Using the data below, return every line that holds the word "from".

── Entries supplied ──

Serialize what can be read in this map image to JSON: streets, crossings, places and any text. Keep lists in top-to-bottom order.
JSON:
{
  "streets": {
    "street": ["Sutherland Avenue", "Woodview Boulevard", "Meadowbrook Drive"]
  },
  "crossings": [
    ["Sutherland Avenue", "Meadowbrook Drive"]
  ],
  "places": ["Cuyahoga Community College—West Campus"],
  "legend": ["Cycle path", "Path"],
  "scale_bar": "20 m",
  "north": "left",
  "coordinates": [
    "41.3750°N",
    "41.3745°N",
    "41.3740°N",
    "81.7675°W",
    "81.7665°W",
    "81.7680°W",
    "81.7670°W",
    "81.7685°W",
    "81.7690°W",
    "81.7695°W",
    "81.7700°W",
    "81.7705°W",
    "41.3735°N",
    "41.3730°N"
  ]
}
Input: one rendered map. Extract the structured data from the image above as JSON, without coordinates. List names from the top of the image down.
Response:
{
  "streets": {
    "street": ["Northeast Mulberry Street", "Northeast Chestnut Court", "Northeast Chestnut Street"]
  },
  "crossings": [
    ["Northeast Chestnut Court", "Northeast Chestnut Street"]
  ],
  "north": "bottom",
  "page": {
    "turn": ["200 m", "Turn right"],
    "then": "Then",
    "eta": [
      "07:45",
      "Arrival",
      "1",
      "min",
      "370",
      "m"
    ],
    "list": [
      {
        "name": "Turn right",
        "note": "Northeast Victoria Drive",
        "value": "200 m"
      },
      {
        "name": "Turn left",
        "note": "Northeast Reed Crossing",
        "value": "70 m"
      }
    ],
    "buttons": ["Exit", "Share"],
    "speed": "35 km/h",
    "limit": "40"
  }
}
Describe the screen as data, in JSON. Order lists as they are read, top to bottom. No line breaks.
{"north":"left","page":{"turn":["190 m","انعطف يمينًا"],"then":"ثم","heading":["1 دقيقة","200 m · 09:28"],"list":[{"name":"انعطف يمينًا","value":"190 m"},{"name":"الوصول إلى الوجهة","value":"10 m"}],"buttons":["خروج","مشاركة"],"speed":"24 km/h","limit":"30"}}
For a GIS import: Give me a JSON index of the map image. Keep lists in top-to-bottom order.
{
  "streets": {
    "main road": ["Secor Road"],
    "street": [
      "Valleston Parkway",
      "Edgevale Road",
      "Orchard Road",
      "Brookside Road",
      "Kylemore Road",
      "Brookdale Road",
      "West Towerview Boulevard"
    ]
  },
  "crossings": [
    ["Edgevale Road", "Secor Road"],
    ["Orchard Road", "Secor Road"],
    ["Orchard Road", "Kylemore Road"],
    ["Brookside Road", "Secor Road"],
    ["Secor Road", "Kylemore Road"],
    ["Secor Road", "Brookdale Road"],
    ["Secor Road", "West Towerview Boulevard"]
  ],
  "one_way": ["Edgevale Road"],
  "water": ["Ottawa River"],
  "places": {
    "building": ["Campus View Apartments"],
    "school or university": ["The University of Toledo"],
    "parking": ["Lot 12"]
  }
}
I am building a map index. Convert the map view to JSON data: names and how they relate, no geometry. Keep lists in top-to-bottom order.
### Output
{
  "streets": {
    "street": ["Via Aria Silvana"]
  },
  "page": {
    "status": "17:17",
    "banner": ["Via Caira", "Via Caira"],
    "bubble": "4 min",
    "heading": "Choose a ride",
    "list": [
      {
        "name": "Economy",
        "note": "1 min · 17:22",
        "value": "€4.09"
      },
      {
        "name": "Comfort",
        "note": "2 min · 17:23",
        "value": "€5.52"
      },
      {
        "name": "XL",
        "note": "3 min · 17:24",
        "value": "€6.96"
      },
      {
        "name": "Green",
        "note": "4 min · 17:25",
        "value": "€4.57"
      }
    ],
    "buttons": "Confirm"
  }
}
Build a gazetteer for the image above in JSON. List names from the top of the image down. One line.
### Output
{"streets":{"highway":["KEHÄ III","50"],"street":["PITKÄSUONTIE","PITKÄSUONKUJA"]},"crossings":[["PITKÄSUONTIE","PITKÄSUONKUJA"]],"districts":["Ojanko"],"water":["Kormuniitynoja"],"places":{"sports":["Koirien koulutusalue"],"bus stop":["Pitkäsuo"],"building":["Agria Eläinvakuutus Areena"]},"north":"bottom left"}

───

Response ::
Input: one rendered map. Extract the structured data from the image above as JSON, without coordinates. List names from the top of the image down.
Build a gazetteer for the image above in JSON. List names from the top of the image down. One line.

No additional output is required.